(STUDY MATERIAL)

- Opening Delimiter -

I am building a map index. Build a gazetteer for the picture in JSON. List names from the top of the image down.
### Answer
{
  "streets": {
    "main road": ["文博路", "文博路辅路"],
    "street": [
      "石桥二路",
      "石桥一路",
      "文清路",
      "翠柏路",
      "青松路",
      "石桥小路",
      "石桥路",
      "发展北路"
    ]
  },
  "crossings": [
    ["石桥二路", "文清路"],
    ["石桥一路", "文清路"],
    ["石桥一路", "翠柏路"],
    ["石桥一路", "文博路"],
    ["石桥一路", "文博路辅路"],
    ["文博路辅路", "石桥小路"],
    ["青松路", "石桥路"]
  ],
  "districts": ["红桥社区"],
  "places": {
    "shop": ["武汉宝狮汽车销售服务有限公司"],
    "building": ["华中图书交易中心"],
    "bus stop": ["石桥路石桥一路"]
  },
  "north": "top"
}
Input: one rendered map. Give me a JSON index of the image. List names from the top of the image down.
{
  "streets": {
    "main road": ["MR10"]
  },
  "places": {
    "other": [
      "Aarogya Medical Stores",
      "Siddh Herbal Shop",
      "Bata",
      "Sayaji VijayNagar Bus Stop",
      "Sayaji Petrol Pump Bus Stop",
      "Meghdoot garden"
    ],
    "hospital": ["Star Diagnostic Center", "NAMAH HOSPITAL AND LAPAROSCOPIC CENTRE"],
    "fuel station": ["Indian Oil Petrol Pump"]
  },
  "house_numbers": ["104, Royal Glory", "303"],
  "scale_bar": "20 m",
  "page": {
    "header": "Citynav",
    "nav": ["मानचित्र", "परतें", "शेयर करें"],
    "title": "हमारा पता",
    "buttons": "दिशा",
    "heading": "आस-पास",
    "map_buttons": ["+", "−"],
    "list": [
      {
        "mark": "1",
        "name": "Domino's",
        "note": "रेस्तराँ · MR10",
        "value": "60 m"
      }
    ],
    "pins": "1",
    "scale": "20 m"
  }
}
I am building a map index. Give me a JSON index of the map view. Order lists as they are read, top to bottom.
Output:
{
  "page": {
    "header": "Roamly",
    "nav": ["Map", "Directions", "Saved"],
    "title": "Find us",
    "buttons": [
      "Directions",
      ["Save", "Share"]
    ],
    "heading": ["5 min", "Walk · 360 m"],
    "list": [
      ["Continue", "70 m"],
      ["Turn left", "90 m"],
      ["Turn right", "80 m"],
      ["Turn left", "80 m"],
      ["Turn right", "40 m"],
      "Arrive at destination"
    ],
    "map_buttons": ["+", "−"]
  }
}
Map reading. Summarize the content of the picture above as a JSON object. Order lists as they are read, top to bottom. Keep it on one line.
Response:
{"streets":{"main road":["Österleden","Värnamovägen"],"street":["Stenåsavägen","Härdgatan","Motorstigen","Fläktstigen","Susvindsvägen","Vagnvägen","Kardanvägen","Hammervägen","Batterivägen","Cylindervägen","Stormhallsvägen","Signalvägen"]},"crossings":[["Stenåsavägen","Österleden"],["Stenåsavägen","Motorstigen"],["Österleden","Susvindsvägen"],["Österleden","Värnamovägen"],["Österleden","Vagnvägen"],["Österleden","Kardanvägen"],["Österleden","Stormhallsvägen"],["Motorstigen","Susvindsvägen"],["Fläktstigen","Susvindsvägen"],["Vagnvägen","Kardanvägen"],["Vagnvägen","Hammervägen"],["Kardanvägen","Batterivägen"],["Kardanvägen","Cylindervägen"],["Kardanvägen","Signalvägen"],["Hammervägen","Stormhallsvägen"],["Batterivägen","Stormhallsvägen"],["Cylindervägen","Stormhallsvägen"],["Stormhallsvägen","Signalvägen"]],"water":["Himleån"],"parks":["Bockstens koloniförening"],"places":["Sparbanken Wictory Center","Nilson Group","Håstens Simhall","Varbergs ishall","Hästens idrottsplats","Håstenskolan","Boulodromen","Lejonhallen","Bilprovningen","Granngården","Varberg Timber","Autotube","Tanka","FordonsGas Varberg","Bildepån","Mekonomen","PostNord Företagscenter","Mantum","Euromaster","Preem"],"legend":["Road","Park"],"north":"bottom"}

- Closing Delimiter -

(TASK DESCRIPTION)
Whenever a line in the material contains the word "Directions", copy that line.

(SOLUTION FOR THIS EXERCISE)
    "nav": ["Map", "Directions", "Saved"],
      "Directions",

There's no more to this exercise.